Tuvo que venir la “Revolución Pingüina”, ya a mediados de los años 2000, para mostrar las semillas de una nueva generación de jóvenes con intereses sociales. Nacieron algunos líderes que intentaban mejorar el tema de la educación con muchas ganas, pero con escasa formación política.
De todas formas, fueron la muestra de una generación que abandonaba la indiferencia y buscaba activamente un cambio social. Junto a ello comenzó a cuajar el mensaje de hombres y mujeres de la política que movían las conciencias, algunos amados y otros odiados. En mi caso se me viene la imagen de la dirigenta comunista Gladys Marín, por ejemplo.

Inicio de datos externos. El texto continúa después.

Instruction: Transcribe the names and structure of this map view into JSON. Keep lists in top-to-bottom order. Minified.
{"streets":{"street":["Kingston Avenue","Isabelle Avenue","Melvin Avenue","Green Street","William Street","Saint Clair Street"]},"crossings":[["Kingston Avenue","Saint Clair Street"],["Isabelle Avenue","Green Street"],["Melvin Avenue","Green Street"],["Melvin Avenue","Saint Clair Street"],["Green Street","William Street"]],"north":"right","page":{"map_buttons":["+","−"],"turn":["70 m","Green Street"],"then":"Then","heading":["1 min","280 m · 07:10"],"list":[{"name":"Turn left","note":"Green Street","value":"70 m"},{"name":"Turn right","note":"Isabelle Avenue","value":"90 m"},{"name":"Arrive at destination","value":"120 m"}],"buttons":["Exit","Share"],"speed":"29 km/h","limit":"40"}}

Sin embargo, aunque el voto era obligatorio muchos jóvenes no formaban parte de los Registros Electorales y los políticos proponían un sistema de inscripción automática. En lo personal, seguí votando porque no he perdido la mirada de que es una herramienta efectiva para demostrar mi descontento social, el voto puede también ser un buen acto de protesta.

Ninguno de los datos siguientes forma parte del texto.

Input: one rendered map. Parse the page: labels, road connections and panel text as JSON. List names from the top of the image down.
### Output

Vi una vez en una película que la esposa de un senador en Estados Unidos desafió a su propio marido para apoyar el voto femenino. Entendí que el voto podía tener variadas dimensiones.

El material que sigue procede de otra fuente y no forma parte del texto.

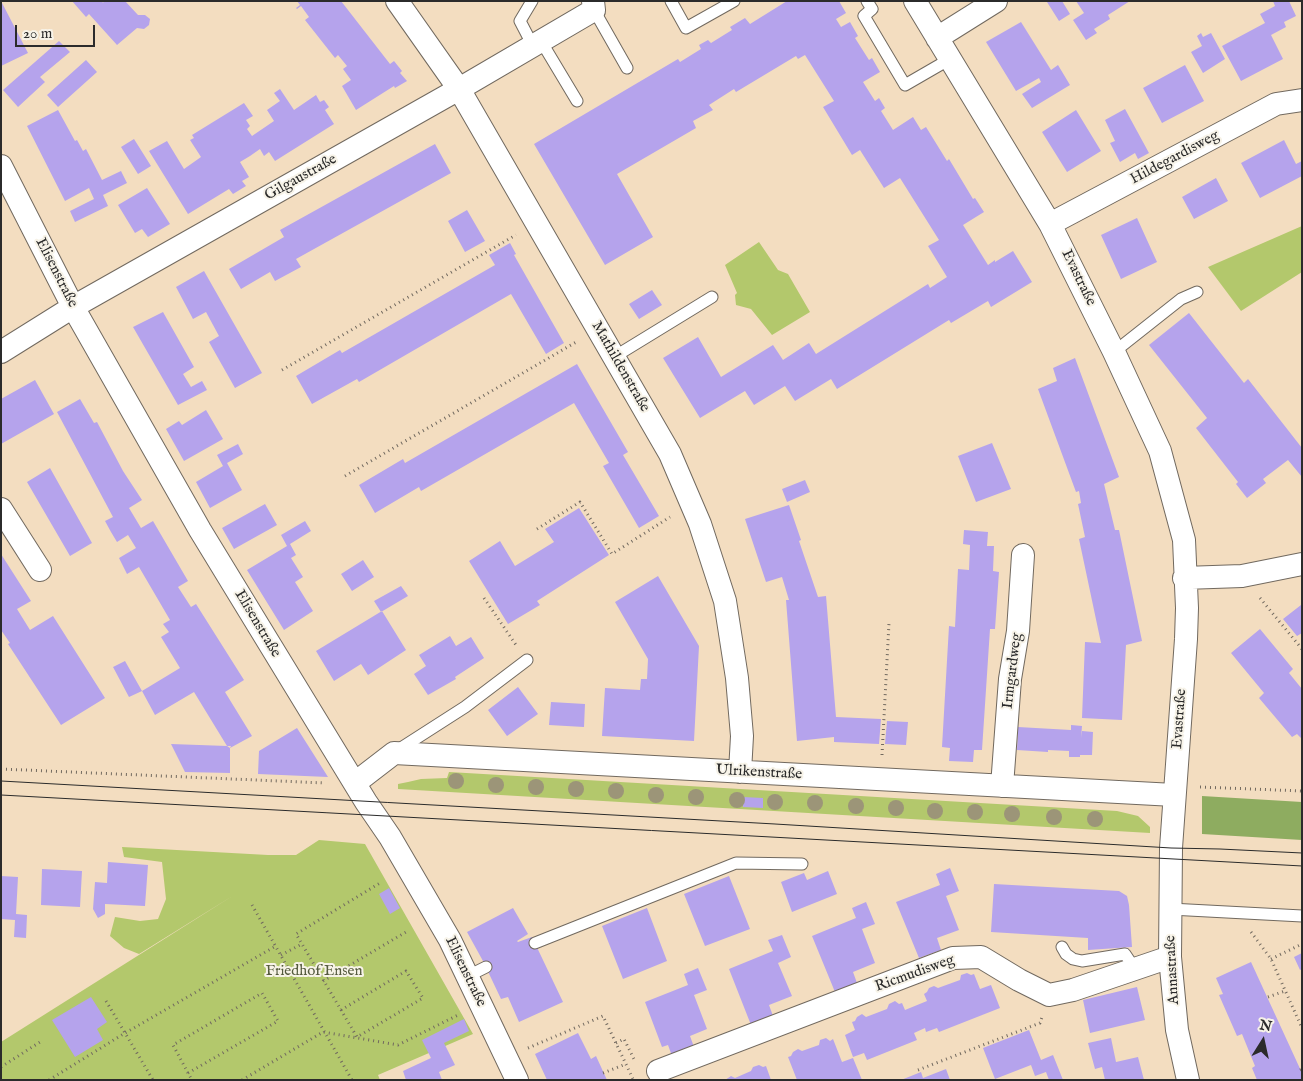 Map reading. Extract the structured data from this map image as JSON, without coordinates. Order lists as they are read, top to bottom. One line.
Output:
{"streets":{"street":["Hildegardisweg","Gilgaustraße","Elisenstraße","Evastraße","Mathildenstraße","Irmgardweg","Ulrikenstraße","Annastraße","Ricmudisweg"]},"crossings":[["Hildegardisweg","Evastraße"],["Gilgaustraße","Elisenstraße"],["Gilgaustraße","Mathildenstraße"],["Evastraße","Ulrikenstraße"],["Evastraße","Annastraße"],["Mathildenstraße","Ulrikenstraße"],["Irmgardweg","Ulrikenstraße"]],"parks":["Friedhof Ensen"],"scale_bar":"20 m","north":"top"} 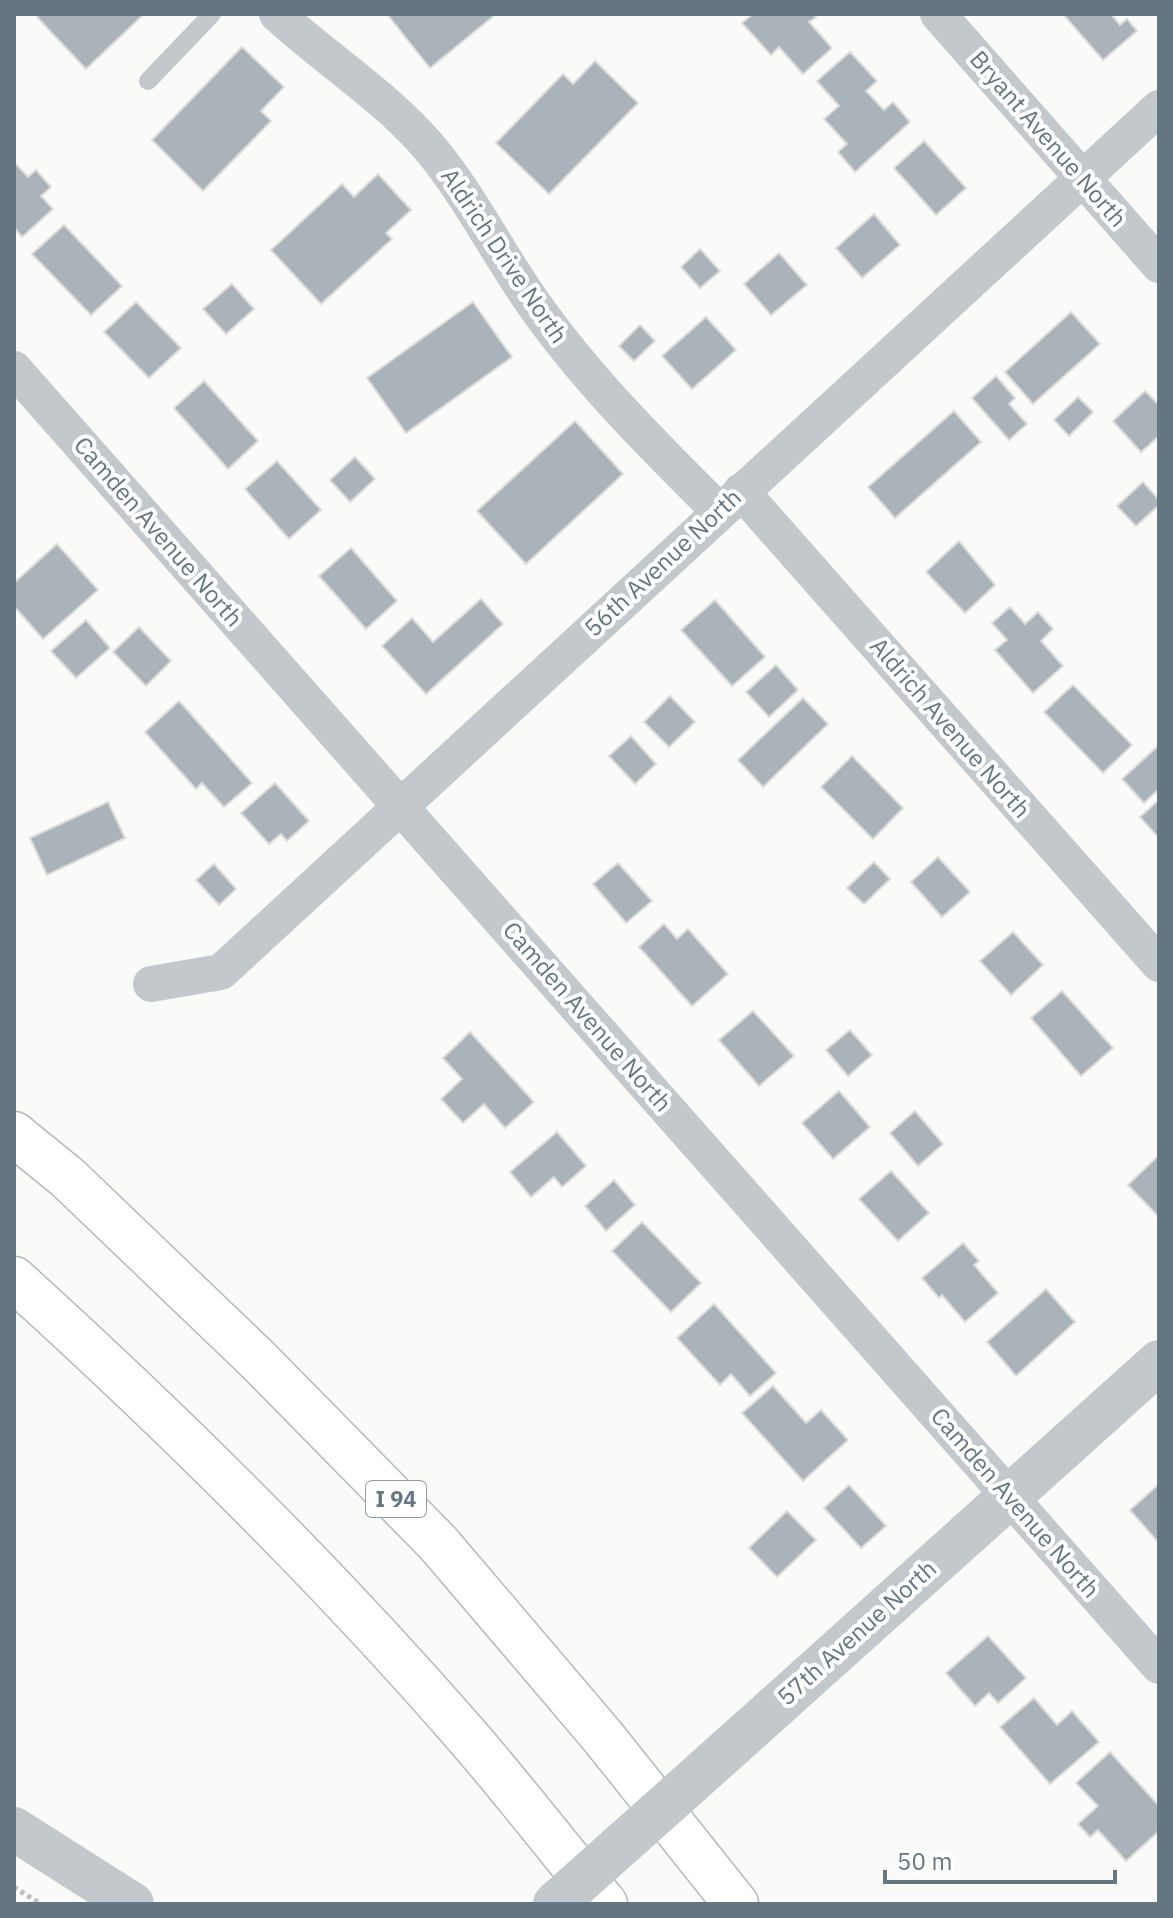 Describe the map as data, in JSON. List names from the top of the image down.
{
  "streets": {
    "highway": ["I 94"],
    "street": [
      "Bryant Avenue North",
      "Aldrich Drive North",
      "Camden Avenue North",
      "56th Avenue North",
      "Aldrich Avenue North",
      "57th Avenue North"
    ]
  },
  "crossings": [
    ["Bryant Avenue North", "56th Avenue North"],
    ["Aldrich Drive North", "56th Avenue North"],
    ["Aldrich Drive North", "Aldrich Avenue North"],
    ["Camden Avenue North", "56th Avenue North"],
    ["Camden Avenue North", "57th Avenue North"],
    ["56th Avenue North", "Aldrich Avenue North"]
  ],
  "scale_bar": "50 m"
}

Cuando surgió el sistema voluntario lo vi como una dinámica que iba a perjudicar a las clases más desposeídas y lo lamenté profundamente. Quienes no votan dejan la puerta abierta a que el congreso y las municipalidades se llenen de garrapatas oportunistas. Caí en un evidente pesimismo.
El tiempo corre y me parece que la generación “millenial” implica cierta esperanza. Son jóvenes nacidos entre el año 1981 hasta el 1999 que están recuperando cierto sentido cívico perdido. Desde sus opciones de izquierda o derecha toman la cordura de dejar la flojera de una generación anterior que vivía con la frase política más inútil del mundo: “No estoy ni ahí”.
Aunque el escenario político en estas elecciones presidenciales es complejo, siento que esta nueva generación invita a recuperar ese entusiasmo por votar que yo sentía a los quince años. Es una muestra de que existen jóvenes que tienen clara la película: si se quieren cambios, la mejor forma es votar.
(*) Marietta Morales es poeta, nacida el año 1973. Es autora de “Cartas abiertas a Serguei” y “El rudo alacrán de doble aliento”, entre otras publicaciones. Ha sido destacada por Raúl Zurita y ha ganado varias becas, como la de Creación Literaria del Consejo Nacional del Libro. Vive en Antofagasta.